10.2.3. Options

This section describes in details the options available when using the Neo4j import tool to import data from CSV files.

--database=<name>
Name of database. Default: graph.db
--additional-config=<config-file-path>
Configuration file to supply additional configuration in. Default:
--mode=<database|csv>
Import a collection of CSV files or a pre-3.0 installation. Default: csv
--from=<source-directory>
The location of the pre-3.0 database (e.g. <neo4j-root>/data/graph.db). Default:
--report-file=<filename>
File in which to store the report of the csv-import. Default: import.report
--nodes[:Label1:Label2]=<"file1,file2,…​">
Node CSV header and data. Multiple files will be logically seen as one big file from the perspective of the importer. The first line must contain the header. Multiple data sources like these can be specified in one import, where each data source has its own header. Note that file groups must be enclosed in quotation marks. Files can also be specified using regular expressions. For an example, see Using regular expressions for specifying input files. Default:
--relationships[:RELATIONSHIP_TYPE]=<"file1,file2,…​">
Relationship CSV header and data. Multiple files will be logically seen as one big file from the perspective of the importer. The first line must contain the header. Multiple data sources like these can be specified in one import, where each data source has its own header. Note that file groups must be enclosed in quotation marks.

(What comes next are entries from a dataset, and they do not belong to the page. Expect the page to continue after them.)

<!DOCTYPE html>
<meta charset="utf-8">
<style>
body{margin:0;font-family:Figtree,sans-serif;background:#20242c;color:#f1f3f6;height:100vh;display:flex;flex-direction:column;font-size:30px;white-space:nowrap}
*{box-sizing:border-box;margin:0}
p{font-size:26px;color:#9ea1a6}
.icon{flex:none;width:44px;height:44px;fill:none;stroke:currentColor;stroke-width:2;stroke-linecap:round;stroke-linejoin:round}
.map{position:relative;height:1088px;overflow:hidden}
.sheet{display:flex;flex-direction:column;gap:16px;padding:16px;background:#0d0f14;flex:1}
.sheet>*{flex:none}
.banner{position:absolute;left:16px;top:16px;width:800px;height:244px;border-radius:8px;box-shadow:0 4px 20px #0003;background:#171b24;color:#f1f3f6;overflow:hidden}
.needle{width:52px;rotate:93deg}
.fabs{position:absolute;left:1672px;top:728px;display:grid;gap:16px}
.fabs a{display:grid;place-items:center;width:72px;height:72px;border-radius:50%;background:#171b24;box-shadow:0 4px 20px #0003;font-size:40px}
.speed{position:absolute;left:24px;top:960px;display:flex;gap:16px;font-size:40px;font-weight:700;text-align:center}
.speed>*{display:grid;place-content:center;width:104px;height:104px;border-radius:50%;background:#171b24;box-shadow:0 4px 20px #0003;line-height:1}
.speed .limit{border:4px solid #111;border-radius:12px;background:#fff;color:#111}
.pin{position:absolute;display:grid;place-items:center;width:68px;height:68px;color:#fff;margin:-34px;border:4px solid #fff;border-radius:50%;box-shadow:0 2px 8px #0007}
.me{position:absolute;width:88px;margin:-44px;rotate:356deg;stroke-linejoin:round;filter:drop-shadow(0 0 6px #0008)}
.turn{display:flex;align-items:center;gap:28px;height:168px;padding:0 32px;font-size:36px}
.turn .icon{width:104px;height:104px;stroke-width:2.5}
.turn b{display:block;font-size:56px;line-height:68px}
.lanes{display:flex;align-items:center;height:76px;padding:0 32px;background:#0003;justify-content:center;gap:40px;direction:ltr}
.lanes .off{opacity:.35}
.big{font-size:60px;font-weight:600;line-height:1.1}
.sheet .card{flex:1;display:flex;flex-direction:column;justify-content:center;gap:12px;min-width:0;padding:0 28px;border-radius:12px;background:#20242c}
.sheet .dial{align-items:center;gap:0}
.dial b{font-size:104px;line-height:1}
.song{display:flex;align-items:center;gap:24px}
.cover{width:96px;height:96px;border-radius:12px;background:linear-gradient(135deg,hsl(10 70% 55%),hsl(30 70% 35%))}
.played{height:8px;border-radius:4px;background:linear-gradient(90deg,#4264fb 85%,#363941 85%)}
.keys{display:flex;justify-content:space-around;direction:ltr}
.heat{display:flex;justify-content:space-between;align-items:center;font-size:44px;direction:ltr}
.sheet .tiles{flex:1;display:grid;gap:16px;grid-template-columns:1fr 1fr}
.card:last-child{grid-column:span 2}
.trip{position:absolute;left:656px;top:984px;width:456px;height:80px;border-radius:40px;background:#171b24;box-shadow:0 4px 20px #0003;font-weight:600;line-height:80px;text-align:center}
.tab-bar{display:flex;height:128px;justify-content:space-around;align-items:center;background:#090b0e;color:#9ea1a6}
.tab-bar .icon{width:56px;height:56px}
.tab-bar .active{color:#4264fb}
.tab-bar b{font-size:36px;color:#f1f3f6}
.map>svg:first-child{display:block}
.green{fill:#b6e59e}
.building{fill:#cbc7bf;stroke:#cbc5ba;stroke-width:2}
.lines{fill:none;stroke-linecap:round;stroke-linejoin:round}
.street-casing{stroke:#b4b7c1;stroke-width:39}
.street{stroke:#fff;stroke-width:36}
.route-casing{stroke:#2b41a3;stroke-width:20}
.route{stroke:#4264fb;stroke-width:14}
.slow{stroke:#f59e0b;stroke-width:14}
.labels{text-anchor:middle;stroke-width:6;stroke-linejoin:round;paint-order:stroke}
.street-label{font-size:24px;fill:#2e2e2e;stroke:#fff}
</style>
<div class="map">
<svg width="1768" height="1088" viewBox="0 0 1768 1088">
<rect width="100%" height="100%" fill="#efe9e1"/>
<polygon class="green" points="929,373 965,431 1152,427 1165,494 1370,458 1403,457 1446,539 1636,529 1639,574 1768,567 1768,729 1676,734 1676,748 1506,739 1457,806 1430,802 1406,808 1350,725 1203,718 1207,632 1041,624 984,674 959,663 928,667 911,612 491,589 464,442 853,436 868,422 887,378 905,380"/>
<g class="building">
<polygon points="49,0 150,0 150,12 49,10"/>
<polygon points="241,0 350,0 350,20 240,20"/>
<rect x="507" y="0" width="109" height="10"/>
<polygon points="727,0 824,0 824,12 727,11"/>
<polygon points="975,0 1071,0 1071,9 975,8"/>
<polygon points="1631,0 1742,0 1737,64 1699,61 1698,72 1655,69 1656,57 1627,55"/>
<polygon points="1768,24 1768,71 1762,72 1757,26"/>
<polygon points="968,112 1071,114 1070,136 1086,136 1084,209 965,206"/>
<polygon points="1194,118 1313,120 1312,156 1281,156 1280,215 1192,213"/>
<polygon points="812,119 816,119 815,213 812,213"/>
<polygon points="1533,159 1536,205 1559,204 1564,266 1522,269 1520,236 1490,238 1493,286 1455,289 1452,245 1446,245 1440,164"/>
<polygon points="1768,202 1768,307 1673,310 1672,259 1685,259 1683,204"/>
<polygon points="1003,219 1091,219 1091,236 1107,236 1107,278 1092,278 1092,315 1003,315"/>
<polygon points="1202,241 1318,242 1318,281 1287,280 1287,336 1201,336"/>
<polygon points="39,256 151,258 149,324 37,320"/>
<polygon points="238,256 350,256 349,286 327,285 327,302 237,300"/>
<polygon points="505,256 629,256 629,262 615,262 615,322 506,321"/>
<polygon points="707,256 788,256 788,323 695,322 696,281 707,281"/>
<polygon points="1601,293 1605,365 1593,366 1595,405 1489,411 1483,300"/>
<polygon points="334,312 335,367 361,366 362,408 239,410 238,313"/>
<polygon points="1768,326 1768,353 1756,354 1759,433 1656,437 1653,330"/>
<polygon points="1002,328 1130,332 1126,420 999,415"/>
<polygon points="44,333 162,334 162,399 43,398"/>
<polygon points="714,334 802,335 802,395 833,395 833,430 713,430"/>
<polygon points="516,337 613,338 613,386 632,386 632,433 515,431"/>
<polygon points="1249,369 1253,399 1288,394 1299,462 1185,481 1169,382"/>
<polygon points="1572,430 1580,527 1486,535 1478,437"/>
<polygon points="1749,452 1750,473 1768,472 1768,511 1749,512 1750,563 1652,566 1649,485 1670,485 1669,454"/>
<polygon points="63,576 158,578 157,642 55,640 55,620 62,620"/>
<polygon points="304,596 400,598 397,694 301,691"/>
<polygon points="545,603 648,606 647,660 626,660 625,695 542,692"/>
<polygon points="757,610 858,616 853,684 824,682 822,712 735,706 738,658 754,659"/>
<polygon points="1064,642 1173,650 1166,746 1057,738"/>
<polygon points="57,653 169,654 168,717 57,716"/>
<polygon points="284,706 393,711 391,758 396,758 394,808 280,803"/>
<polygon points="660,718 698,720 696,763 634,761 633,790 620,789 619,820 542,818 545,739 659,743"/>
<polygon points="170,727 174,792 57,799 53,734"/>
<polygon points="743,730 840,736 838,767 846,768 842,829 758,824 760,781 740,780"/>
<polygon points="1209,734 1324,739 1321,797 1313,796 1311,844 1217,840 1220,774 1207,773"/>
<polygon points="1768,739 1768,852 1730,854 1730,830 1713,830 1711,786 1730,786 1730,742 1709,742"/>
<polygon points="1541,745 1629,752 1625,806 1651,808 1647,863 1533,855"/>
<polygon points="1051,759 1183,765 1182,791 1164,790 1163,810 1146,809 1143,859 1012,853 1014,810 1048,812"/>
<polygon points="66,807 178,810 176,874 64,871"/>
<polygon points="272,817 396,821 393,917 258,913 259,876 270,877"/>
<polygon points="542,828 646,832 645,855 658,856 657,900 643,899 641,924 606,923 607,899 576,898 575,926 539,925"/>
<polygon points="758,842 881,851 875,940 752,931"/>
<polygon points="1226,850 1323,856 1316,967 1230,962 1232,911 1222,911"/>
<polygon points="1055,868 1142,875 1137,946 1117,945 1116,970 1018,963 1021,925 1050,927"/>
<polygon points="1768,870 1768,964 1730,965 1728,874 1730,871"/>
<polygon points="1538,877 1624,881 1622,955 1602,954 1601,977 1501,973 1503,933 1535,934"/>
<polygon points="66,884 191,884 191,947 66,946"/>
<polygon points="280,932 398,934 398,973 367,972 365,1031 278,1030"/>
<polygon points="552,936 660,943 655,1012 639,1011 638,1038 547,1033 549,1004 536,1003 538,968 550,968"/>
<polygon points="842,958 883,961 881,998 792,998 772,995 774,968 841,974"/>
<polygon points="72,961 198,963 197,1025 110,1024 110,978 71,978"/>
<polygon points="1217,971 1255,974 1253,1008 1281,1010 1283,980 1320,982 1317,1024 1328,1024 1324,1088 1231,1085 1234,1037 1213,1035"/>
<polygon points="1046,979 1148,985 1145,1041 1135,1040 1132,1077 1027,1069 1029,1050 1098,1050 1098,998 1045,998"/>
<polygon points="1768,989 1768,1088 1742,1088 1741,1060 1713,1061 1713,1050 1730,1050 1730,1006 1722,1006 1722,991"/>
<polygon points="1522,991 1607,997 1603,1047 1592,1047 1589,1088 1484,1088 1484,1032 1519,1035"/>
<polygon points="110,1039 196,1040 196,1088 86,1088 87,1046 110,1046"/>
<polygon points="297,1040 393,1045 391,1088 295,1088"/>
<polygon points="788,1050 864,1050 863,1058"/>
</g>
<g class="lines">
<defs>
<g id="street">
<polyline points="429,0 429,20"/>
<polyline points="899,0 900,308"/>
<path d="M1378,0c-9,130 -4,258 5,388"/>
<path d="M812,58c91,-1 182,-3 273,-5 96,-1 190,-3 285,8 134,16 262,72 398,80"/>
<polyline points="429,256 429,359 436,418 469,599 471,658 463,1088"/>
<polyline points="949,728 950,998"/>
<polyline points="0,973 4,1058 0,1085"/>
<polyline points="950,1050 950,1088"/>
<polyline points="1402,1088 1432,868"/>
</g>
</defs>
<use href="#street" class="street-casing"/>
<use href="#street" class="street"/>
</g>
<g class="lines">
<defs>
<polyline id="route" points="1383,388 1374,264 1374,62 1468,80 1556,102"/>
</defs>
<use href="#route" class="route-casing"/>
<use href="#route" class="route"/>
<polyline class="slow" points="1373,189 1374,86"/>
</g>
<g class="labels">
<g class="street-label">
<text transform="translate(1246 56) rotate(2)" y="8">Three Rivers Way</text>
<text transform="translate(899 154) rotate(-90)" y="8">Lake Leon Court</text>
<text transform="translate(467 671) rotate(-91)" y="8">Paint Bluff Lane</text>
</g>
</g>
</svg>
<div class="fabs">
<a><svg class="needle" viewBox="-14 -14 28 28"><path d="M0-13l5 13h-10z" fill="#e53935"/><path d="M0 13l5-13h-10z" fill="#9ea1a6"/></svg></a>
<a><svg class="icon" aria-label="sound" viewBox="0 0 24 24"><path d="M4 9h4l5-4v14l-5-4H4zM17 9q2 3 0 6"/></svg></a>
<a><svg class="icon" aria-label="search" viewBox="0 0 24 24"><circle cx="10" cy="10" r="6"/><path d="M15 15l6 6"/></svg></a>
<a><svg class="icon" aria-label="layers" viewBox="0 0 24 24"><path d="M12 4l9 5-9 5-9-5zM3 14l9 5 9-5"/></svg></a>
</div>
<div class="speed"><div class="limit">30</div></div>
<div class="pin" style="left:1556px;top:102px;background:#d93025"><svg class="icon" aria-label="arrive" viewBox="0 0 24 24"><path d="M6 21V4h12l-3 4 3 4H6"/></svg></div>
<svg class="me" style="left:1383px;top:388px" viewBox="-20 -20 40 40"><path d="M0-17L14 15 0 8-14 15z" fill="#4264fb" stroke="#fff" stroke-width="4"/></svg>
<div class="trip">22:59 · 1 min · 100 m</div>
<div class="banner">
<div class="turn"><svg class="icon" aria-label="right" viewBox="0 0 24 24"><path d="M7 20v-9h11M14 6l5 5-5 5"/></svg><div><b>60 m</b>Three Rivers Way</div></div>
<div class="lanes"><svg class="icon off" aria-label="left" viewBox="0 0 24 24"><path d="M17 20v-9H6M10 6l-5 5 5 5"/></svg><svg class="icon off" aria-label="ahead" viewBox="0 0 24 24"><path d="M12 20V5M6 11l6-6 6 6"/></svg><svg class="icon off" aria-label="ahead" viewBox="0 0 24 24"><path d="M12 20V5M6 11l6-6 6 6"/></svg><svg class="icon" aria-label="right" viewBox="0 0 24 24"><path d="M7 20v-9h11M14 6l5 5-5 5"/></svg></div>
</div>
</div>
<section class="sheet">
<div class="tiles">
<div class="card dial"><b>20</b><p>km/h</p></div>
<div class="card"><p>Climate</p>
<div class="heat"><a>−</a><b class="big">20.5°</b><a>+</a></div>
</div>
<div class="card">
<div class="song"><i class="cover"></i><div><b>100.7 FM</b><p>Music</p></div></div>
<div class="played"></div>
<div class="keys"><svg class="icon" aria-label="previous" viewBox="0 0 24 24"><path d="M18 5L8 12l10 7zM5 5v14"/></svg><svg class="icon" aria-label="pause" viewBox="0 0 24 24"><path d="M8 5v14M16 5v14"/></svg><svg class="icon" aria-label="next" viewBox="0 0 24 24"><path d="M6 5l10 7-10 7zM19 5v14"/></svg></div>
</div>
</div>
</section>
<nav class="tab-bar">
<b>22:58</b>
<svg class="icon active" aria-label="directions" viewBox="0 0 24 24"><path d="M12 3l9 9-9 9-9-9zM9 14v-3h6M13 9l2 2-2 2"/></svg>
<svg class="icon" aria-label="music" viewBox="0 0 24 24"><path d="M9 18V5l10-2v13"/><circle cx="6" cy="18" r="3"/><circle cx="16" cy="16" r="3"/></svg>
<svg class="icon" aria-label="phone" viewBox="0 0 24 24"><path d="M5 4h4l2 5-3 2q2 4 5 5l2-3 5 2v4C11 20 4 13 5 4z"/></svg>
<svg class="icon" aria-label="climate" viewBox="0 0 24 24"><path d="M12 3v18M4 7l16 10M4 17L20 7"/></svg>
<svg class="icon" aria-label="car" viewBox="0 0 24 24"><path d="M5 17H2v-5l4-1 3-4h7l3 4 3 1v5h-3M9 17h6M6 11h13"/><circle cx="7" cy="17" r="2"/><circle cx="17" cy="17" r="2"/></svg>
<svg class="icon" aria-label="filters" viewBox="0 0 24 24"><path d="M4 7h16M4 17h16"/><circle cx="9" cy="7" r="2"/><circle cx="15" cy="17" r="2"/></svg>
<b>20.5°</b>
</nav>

Files can also be specified using regular expressions. For an example, see Using regular expressions for specifying input files. Default:
--id-type=<STRING|INTEGER|ACTUAL>
Each node must provide a unique id. This is used to find the correct nodes when creating relationships. Possible values are: STRING: arbitrary strings for identifying nodes, INTEGER: arbitrary integer values for identifying nodes, ACTUAL: (advanced) actual node ids. Default: STRING
--input-encoding=<character-set>
Character set that input data is encoded in. Default: UTF-8
--ignore-extra-columns=<true/false>
If unspecified columns should be ignored during the import. Default: false
--ignore-duplicate-nodes=<true/false>
If duplicate nodes should be ignored during the import. Default: false
--ignore-missing-nodes=<true/false>
If relationships referring to missing nodes should be ignored during the import. Default: false
--multiline-fields=<true/false>
Whether or not fields from input source can span multiple lines, i.e. contain newline characters. Default: false
--delimiter=<delimiter-character>
Delimiter character between values in CSV data. Unicode character encoding can be used if prepended by \. For example, \44 is equivalent to ,. Default: ,
--array-delimiter=<array-delimiter-character>
Delimiter character between array elements within a value in CSV data. Unicode character encoding can be used if prepended by \. For example, \59 is equivalent to ;. Default: ;
--quote=<quotation-character>
Character to treat as quotation character for values in CSV data. Quotes can be escaped by doubling them, for example "" would be interpreted as a literal ". You cannot escape using \. Default: "
--max-memory=<max-memory-that-importer-can-use>
Maximum memory that neo4j-admin can use for various data structures and caching to improve performance. Values can be plain numbers such as 10000000 or e.g. 20G for 20 gigabyte. It can also be specified as a percentage of the available memory, e.g. 70%. Default: 90%
Using regular expressions for specifying input files

To simplify command line when there are many data source files, the file names can be specified using regular expressions. For each file name containing regular expressions, the matching files will be included. The matching is aware of numbers inside the file names and will sort them accordingly, without the need for padding with zeros.

Consider the file names:

  • Category1_Part_001.csv
  • Category1_Part_002.csv
  • Category2_Part_001.csv
  • Category12_Part_001.csv

Specifying those to the import tool using, for example, the regular expression Category.* will select all of those files and keep them in the order displayed above.

Heap size for the import

You want to set the heap size to a relevant value for the import. This is done by defining the HEAP_SIZE environment parameter before starting the import. 2G is a good value.

Output

If you run large imports with "messy" data, the import log file can grow very large, which may cause problems. You control the location of the log file with the --report-file option. You can even get rid of the output altogether for UNIX-like systems, by directing the report file to /dev/null.

10.2.3.1. Debugging

If you need to debug the import it might be useful to collect the stack trace. This is done by setting the environment variable NEO4J_DEBUG=true and rerun the import.